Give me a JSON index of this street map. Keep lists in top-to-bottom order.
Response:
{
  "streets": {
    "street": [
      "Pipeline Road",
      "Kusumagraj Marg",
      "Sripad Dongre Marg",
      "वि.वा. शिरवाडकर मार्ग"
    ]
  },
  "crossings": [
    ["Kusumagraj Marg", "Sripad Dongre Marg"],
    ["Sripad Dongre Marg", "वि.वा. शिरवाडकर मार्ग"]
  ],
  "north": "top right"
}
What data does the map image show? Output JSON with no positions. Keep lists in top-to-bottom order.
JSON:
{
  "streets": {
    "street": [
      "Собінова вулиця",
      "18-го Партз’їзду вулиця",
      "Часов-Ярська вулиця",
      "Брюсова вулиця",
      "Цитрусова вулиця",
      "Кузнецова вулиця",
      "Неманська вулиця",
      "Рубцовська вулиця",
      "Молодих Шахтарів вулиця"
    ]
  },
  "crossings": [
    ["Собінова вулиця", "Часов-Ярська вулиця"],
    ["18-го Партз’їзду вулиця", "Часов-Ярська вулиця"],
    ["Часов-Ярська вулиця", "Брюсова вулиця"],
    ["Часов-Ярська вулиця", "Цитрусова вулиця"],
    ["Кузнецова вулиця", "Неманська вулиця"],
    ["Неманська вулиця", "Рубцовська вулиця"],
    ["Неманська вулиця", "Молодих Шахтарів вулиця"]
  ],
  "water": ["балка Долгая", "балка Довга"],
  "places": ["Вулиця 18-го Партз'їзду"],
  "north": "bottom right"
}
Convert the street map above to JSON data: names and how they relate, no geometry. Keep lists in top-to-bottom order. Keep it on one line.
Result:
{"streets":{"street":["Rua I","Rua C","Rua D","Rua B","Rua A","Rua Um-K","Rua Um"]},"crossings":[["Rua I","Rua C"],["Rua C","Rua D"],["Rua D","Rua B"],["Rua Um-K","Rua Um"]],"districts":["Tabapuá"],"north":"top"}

# # # # #

Requirement: Write each line of the data above out again without altering a word.

Output below:
Give me a JSON index of this street map. Keep lists in top-to-bottom order.
Response:
{
  "streets": {
    "street": [
      "Pipeline Road",
      "Kusumagraj Marg",
      "Sripad Dongre Marg",
      "वि.वा. शिरवाडकर मार्ग"
    ]
  },
  "crossings": [
    ["Kusumagraj Marg", "Sripad Dongre Marg"],
    ["Sripad Dongre Marg", "वि.वा. शिरवाडकर मार्ग"]
  ],
  "north": "top right"
}
What data does the map image show? Output JSON with no positions. Keep lists in top-to-bottom order.
JSON:
{
  "streets": {
    "street": [
      "Собінова вулиця",
      "18-го Партз’їзду вулиця",
      "Часов-Ярська вулиця",
      "Брюсова вулиця",
      "Цитрусова вулиця",
      "Кузнецова вулиця",
      "Неманська вулиця",
      "Рубцовська вулиця",
      "Молодих Шахтарів вулиця"
    ]
  },
  "crossings": [
    ["Собінова вулиця", "Часов-Ярська вулиця"],
    ["18-го Партз’їзду вулиця", "Часов-Ярська вулиця"],
    ["Часов-Ярська вулиця", "Брюсова вулиця"],
    ["Часов-Ярська вулиця", "Цитрусова вулиця"],
    ["Кузнецова вулиця", "Неманська вулиця"],
    ["Неманська вулиця", "Рубцовська вулиця"],
    ["Неманська вулиця", "Молодих Шахтарів вулиця"]
  ],
  "water": ["балка Долгая", "балка Довга"],
  "places": ["Вулиця 18-го Партз'їзду"],
  "north": "bottom right"
}
Convert the street map above to JSON data: names and how they relate, no geometry. Keep lists in top-to-bottom order. Keep it on one line.
Result:
{"streets":{"street":["Rua I","Rua C","Rua D","Rua B","Rua A","Rua Um-K","Rua Um"]},"crossings":[["Rua I","Rua C"],["Rua C","Rua D"],["Rua D","Rua B"],["Rua Um-K","Rua Um"]],"districts":["Tabapuá"],"north":"top"}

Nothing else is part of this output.